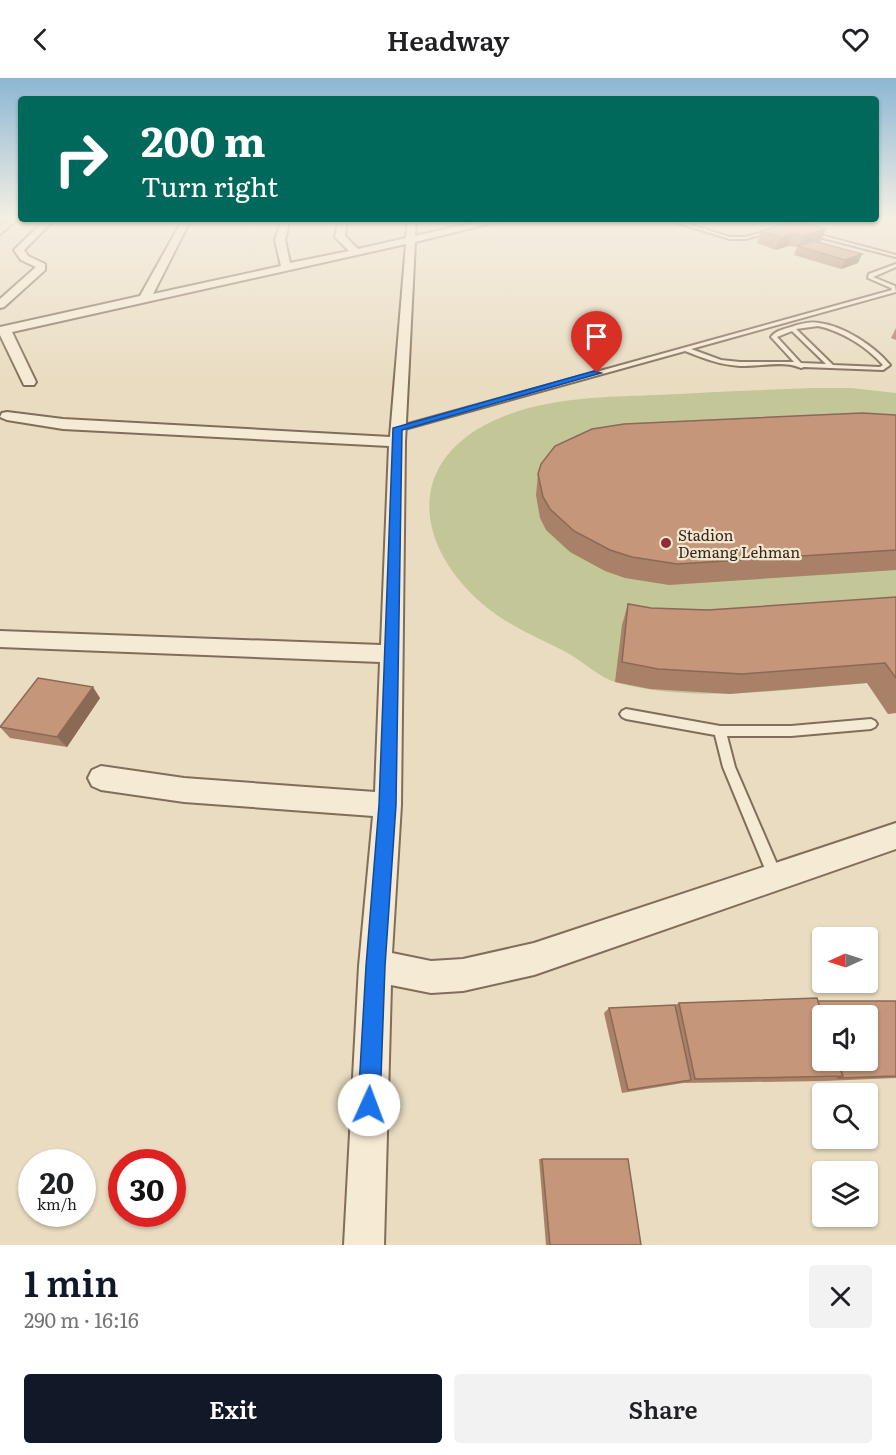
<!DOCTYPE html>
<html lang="en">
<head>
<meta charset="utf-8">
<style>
	body { margin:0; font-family:Literata,serif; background:#f2f2f2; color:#202124; height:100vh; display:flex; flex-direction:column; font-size:22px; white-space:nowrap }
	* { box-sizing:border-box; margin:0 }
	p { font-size:20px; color:#757577 }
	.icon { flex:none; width:33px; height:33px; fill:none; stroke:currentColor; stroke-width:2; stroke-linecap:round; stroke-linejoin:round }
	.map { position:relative; height:1167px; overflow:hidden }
	.sheet { display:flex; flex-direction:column; background:#fff; flex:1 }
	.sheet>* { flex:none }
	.top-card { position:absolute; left:18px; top:18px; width:861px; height:126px; border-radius:6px; box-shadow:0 2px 4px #0004; background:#00695c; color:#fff; overflow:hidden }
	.needle { width:39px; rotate:267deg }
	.fabs { position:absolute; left:812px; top:849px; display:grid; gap:12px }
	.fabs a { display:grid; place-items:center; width:66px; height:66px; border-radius:6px; background:#fff; box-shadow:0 2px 4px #0004; font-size:30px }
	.speed { position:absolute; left:18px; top:1071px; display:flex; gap:12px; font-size:30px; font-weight:700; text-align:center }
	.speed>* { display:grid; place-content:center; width:78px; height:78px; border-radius:50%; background:#fff; box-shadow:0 2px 4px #0004; line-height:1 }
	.speed small { font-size:15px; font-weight:400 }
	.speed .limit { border:9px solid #d22; background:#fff; color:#111 }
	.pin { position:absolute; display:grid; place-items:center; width:51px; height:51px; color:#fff; margin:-62px -26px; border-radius:50% 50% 50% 0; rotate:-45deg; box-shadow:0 0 6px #0007 }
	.pin .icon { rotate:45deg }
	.me { position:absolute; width:66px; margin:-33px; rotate:2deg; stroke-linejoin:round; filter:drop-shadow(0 0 4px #0008) }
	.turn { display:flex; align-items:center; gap:21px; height:126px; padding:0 24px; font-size:27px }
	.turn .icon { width:78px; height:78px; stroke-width:2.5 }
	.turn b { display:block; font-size:42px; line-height:51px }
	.round { display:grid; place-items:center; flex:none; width:63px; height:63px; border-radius:6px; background:#f2f2f2 }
	.summary { display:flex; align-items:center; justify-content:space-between; height:102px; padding:0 24px }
	h1 { font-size:36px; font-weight:600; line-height:45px; color:#111827 }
	.primary-button { display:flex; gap:12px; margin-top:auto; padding:12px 24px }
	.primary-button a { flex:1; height:69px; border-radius:6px; background:#111827; color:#fff; font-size:24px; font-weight:600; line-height:69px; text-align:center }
	.primary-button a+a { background:#f2f2f2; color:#202124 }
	header { display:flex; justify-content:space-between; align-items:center; height:78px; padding:0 24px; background:#fff; font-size:27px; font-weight:600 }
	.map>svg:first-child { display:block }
	.green { fill:#c3c696 }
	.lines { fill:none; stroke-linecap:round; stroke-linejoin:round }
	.lane-casing { stroke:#816d5a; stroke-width:4 }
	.street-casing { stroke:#816d5a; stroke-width:4 }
	.lane { fill:#f5ead3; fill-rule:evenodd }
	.street { fill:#f5ead3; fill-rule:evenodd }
	.wall { fill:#a98168 }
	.shaded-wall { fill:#8a6955 }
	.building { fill:#c59679; stroke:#8a6955; stroke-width:1.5 }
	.route { fill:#1a73e8; stroke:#114b97; stroke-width:1.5 }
	.poi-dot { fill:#8b2f33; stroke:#f2e6cf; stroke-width:2 }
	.labels { text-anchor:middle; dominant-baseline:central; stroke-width:4.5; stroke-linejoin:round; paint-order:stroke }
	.poi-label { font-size:15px; fill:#32261d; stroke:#f2e6cf; text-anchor:start }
</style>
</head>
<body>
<header><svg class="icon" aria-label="back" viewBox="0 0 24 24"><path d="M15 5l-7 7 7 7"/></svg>Headway<svg class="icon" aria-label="heart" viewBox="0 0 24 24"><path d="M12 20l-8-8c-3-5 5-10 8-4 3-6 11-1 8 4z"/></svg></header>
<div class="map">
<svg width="896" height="1167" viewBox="0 0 896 1167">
	<rect width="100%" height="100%" fill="#e9dcc1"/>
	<path class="green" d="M 812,310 L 851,310 L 896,315 L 896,635 L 888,636 L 867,605 C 785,611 699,626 618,605 C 599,600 582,582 564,573 C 537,559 509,548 485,528 C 412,467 404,379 502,339 C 551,319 605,319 658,317 C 709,314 760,312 812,310 Z"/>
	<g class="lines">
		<g class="lane-casing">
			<g id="lane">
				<path d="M 665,141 L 672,141 L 730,159 L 746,159 L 774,151 L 776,152 L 746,161 L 730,161 Z"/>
				<path d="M 804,141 L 810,141 L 789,149 L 786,148 Z"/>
				<path d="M 809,154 L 896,177 L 896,179 L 808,156 Z"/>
				<path d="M 896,186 L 896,189 L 873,199 L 895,208 L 896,214 L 691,271 L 721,282 L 740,284 L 794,284 L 771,259 C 775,253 784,251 791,249 C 800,246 810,243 819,245 C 844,248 874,268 890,287 L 883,292 L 804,289 L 801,290 C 783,282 759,289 740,288 C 720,287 703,280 685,273 L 401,352 L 394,350 L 892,212 L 891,210 L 868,200 L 869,196 ZM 818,248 C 842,253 867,269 883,287 L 880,289 L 833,287 L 796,251 ZM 792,253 L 826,286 L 801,285 L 777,259 Z"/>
				<path d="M 626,631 L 720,648 L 791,648 L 871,641 L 875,643 L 877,646 L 875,649 L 871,651 L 791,658 L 727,658 L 735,689 L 782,798 L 780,803 L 775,805 L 770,803 L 723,689 L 715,657 L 626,641 L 622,639 L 620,636 L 622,633 Z"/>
			</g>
		</g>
		<g class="street-casing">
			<g id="street">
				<path d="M 9,141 L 18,141 L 0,156 L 0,148 Z"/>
				<path d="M 46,141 L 55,141 L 24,172 L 28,178 L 45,186 L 45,192 L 4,229 L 0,230 L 0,221 L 36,189 L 21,182 L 14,172 Z"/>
				<path d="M 183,141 L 191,141 L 153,216 L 281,188 L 275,162 L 282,141 L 290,141 L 285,162 L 290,185 L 349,173 L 335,159 L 339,141 L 347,141 L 345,158 L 358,171 L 406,160 L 408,141 L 416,141 L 415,158 L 491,141 L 508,141 L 415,164 L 405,364 L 401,727 L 392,875 L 431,883 L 463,881 L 534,865 L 896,745 L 896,771 L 534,897 L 463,913 L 431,915 L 391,907 L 384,1167 L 344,1167 L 359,888 L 373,738 L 184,724 L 101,712 L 92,708 L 88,700 L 92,692 L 101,688 L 184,700 L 375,714 L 380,584 L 0,569 L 0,553 L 381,567 L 389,368 L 63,351 L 7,342 L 0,339 L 2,335 L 7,334 L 63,341 L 390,359 L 406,166 L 12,254 L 36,304 L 34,307 L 24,307 L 0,257 L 0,249 L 140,218 Z"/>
			</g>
		</g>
		<use href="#lane" class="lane"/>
		<use href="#street" class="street"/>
	</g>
	<g class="wall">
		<path d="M 794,142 L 821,163 L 818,164 L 862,176 L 858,185 L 841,191 L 794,177 L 797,169 L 788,168 L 776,172 L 757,165 L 761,153 Z"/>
		<path d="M 896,250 L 896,262 L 891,260 Z"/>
		<path d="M 896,337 L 896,492 L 669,507 L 625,500 L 605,493 L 570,474 L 546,452 L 540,440 L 536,417 L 538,396 Z"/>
		<path d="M 896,519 L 896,635 L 888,636 L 867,605 L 730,616 L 650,611 L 615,604 L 622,547 L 628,526 L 651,530 L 708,532 Z"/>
		<path d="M 100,620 L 67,669 L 10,660 L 0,649 Z"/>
		<path d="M 818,923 L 896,923 L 896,1000 L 824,1003 L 683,1005 L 622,1015 L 604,935 L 609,930 L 675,927 L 679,925 Z"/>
		<path d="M 539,1081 L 628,1081 L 641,1167 L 546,1167 Z"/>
	</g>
	<g class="shaded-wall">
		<path d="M 826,151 L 821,163 L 799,170 L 803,158 Z"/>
		<path d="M 792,156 L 788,168 L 776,172 L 781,160 Z"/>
		<path d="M 862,176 L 858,185 L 841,191 L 845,182 Z"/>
		<path d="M 93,609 L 100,620 L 67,669 L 57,659 Z"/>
	</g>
	<g class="building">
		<path d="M 794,142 L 826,151 L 803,158 L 792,156 L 781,160 L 761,153 Z"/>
		<path d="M 814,163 L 862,176 L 845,182 L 798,168 Z"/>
		<path d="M 862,335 L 896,337 L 896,472 L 677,486 L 632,479 L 610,472 L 574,453 L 550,431 L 543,419 L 538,396 L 541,386 L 555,368 L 592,351 L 624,346 Z"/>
		<path d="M 896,519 L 896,600 L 885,585 L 742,596 L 658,591 L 622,584 L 628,526 L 651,530 L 708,532 Z"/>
		<path d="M 38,600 L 93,609 L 57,659 L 0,649 Z"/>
		<path d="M 817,920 L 823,938 L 822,982 L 837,982 L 843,998 L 695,1001 L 679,925 Z"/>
		<path d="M 818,923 L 896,923 L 896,998 L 837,1000 L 843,998 L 837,982 L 867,982 L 867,938 L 823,938 Z"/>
		<path d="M 675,927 L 691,1002 L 628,1012 L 609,930 Z"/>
		<path d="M 542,1081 L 628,1081 L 641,1167 L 550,1167 Z"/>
	</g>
	<linearGradient id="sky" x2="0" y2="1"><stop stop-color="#8cb7d3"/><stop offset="0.46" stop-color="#f5efe3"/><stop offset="1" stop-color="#f5efe3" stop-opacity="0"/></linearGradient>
	<rect width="896" height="305" fill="url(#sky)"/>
	<path class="route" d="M 594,293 L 601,295 L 402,352 L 396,727 L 385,888 L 380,1027 L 377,1035 L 369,1038 L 362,1035 L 358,1027 L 366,888 L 379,727 L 393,350 Z"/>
	<circle class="poi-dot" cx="666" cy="465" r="6"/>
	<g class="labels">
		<g class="poi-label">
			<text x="678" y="456">Stadion<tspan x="678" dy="17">Demang Lehman</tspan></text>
		</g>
	</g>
</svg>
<div class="fabs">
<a><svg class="needle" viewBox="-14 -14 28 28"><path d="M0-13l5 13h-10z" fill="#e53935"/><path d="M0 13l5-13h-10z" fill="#757577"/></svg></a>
<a><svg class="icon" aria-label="sound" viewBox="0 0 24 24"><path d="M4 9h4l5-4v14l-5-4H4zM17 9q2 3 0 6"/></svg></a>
<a><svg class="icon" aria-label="search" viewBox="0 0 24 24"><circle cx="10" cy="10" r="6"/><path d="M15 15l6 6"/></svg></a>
<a><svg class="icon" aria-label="layers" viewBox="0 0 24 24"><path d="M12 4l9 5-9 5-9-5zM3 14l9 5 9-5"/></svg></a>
</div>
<div class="speed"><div>20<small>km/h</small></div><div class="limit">30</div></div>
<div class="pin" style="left:597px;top:295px;background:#d93025"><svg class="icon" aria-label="arrive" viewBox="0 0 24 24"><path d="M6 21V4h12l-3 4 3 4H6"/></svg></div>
<svg class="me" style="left:369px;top:1027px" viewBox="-20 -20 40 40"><circle r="19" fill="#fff"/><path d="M0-13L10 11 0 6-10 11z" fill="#1a73e8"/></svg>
<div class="top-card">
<div class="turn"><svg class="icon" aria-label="right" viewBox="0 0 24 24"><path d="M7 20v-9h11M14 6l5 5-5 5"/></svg><div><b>200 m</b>Turn right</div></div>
</div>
</div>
<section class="sheet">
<div class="summary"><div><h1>1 min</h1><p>290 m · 16:16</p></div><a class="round"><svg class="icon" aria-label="close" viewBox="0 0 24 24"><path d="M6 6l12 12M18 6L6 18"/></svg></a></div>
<div class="primary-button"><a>Exit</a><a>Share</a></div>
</section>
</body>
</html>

__EXERCISE AIM__
Copy word for word the stretch of entries above from the line that has "display:flex; align-items:center; gap:21px;" through the line that has "display:block; font-size:42px; line-height:51px", both ends included, and nothing outside it.

__TASK SOLUTION__
	.turn { display:flex; align-items:center; gap:21px; height:126px; padding:0 24px; font-size:27px }
	.turn .icon { width:78px; height:78px; stroke-width:2.5 }
	.turn b { display:block; font-size:42px; line-height:51px }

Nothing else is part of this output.